I have somehow thrown myself on a feverent, hyperactive, creative bus for a 10 day getaway to compose a work for TINA (This is Not Art festival) in Newcastle. This means, by default, that I have somehow forced myself to write a presentation and essay in three days, rather than the 14 that I originally allowed myself during the mid-semester break at uni.
This bus will carry 25 people, each with some skill, whether it be writing, bending, building, braining (you get the idea) which will go from Melbourne to Newcastle along the coast-line for the 4 days leading up to TINA and everyone puts as much or as little of themselves into the work that will be 'presented' at the festival.

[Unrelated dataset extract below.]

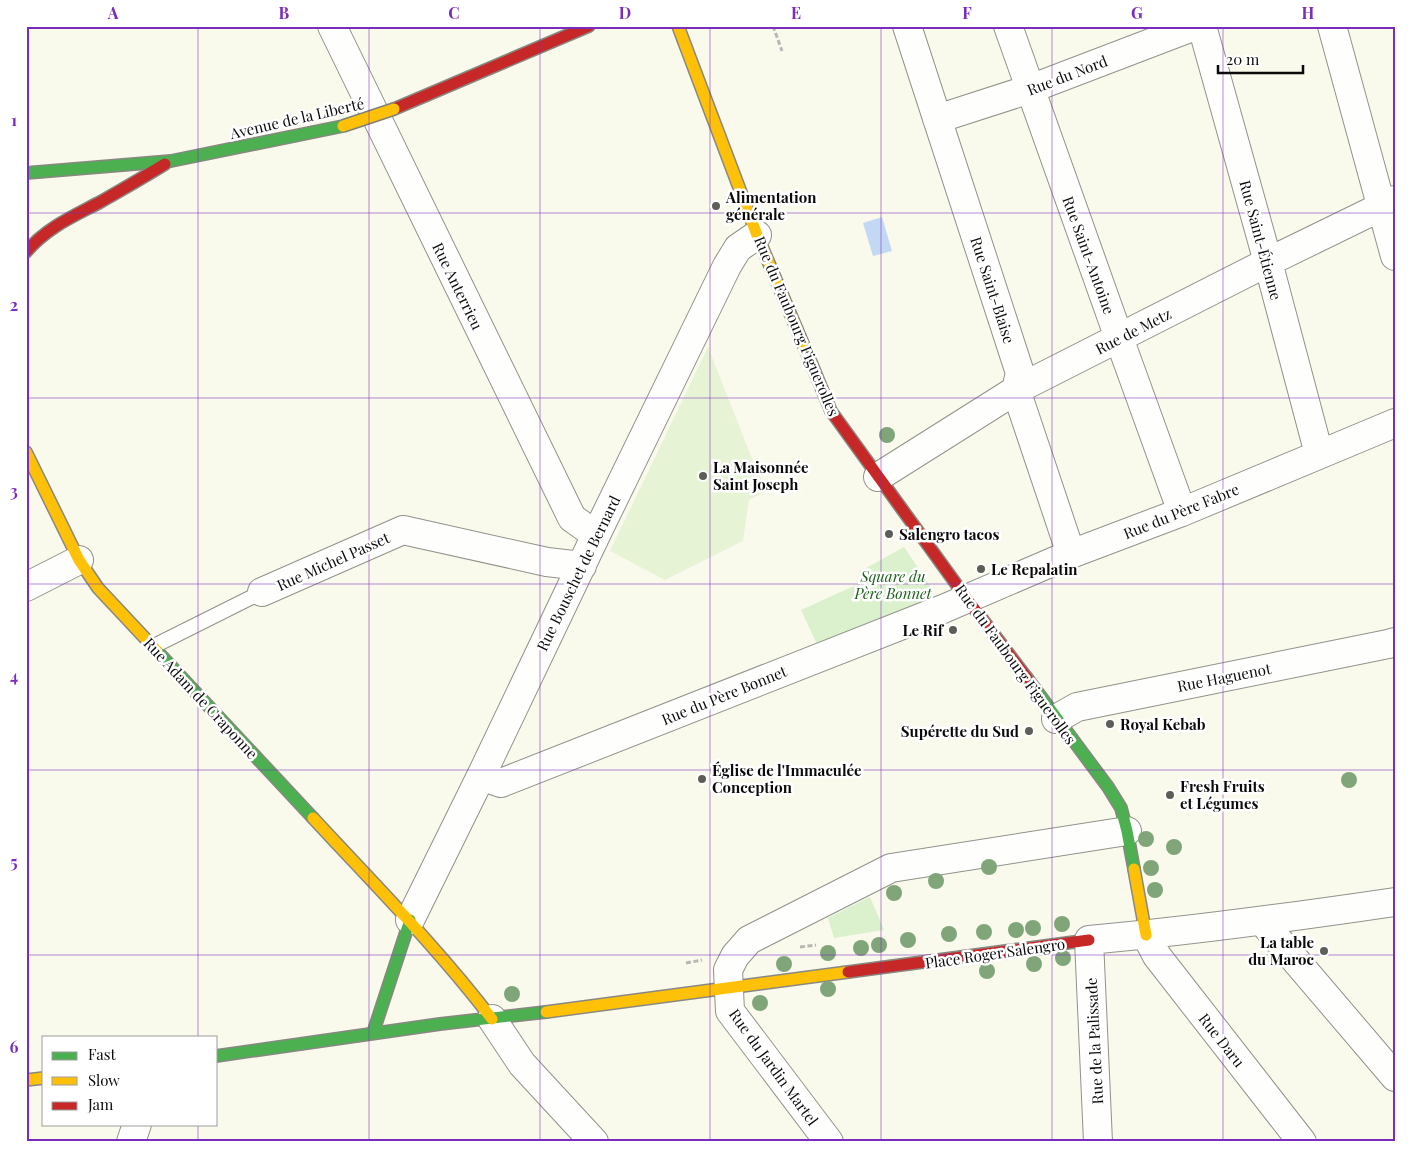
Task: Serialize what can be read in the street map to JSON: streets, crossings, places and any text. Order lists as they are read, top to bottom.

This also means that by default, everyone is also a poor motherfucker and will, undoubtedly go up poor and come back either in debt, someone's bitch, or turning tricks after a unanimously decided stop at Kings Cross to gather money home (this is running off the assumption that we're all attractive individuals with the ability to hook). We're a collective here, so it is like whore money for a socialist bus full of artists (funnily enough, the project is called istuffgreyhounds...oh the puns).
We're dumpster diving for as much food as we can before we go up before we dig into the money gathered and paid for this trip. We have mapped out a route and also gone price-spotting, as well as having devised back-up plans. We're doing this real, fun and unashamed. There will be fridges on the bus powered by generators, as well as gas stoves for the stops. There will be the cooked breakfast and the dinner, devised by a trio...and I have somehow assumed responsibility for being one of the three.
I smell fun.
I smell so much fun.
However, I am still pushing for people providing a list of dietary requirements and allergies before any of us hear bitching.

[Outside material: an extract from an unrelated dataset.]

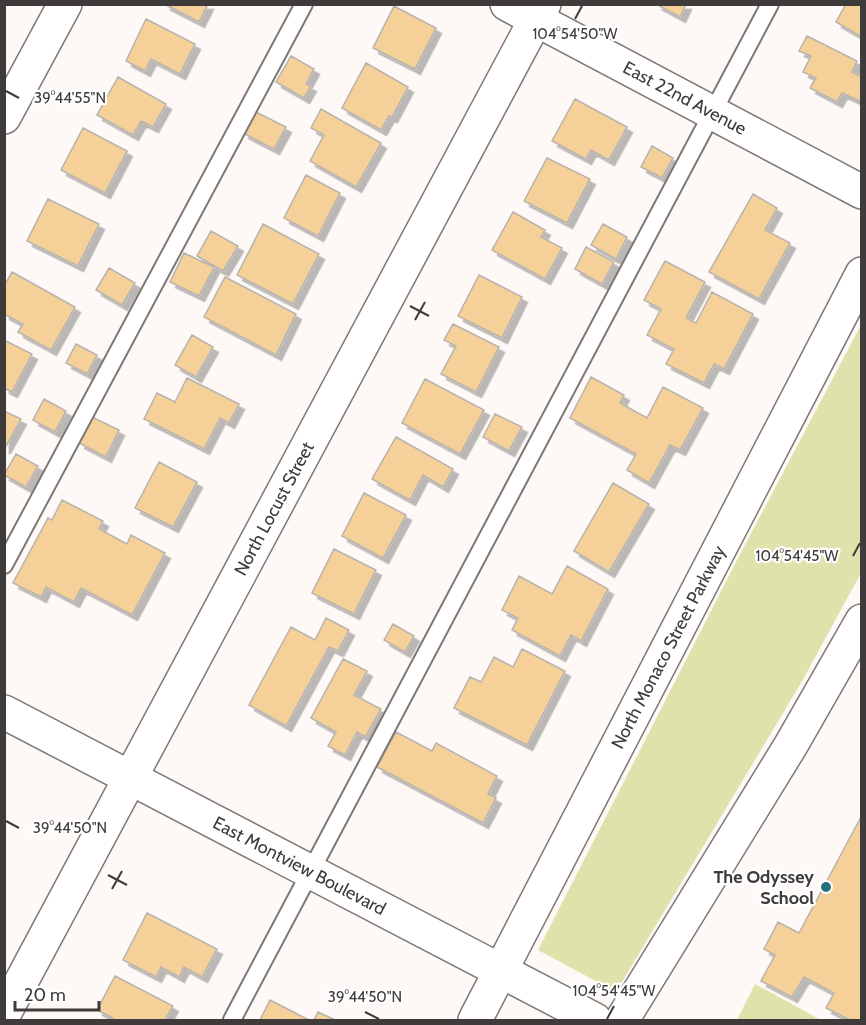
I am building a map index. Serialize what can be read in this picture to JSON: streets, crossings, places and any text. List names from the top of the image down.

I am also scared of nature, and therefore, camping...but fuck it. This is for the sake of art, is it not? Strangely enough, my presentation and essay is on the arts and marketing. Oh, evil bureaucrat I may someday be. How stupidly relevant.
Even if the call for contributors wasn't so goddamn amazing, I would still leave my nature-phobia at the door.
I mean, when the bus is described as "an abscess bursting in the festival's brain" where the artists will be making "social cancer", all I can think is BRILLIANT!
Actually, the rant is a little amazingly entertaining and my kind of crazy (and my presentation head is thinking, oh, what a great marketing strategy...it is their point of difference), especially at the guarantee of being able to ride the bus like a giant, drunken lizard.
Finally, when I am told to be more concerned with my costume and equipment than my own health and surviving, and that explosives are wanted, I am reminded of a very good thing a friend (who undoubtedly wrote the release) who turned to me one day and said, "If we're going to follow the arts, we're going to be poor for the rest of our lives, but goddamn, are we going to have fun!"
So, as I run away as of the 28th for 10 days, I will be blogging elsewhere, documenting the journey for your misguided pleasure. Any who, this may be a premature adios.
Till then, I am back on the societal arts marketing slide show with annotations and notes.
Back of Fridge Goodness
2 cloves garlic, diced
1 bunch rainbow silverbeet, ribs removed and diced, leaves sliced
20 good quality olives, pitted and chopped
a few forkfuls of pickled eggplant in oil
3-4 anchovies, diced
1 punnet cherry tomatoes, quartered
Sweat off the garlic with the silverbeet ribs till transluscent. Turn up the heat and add the anchovies, olives and eggplant. Fry for a few minutes and add the cherry tomatoes with a generous glug of olive oil and balsamic vinegar. Lower the heat to medium as you cook the pasta in salted water.
When the pasta is a couple of minutes from being al dente, put the silverbeet leaves into the tomato mixture and toss till they have wilted and cooked. If the sauce looks like it is drying out, add some of the pasta water to the pan.
Drain the pasta and mix through the sauce. Season to taste. Serve with fresh ricotta broken over the top.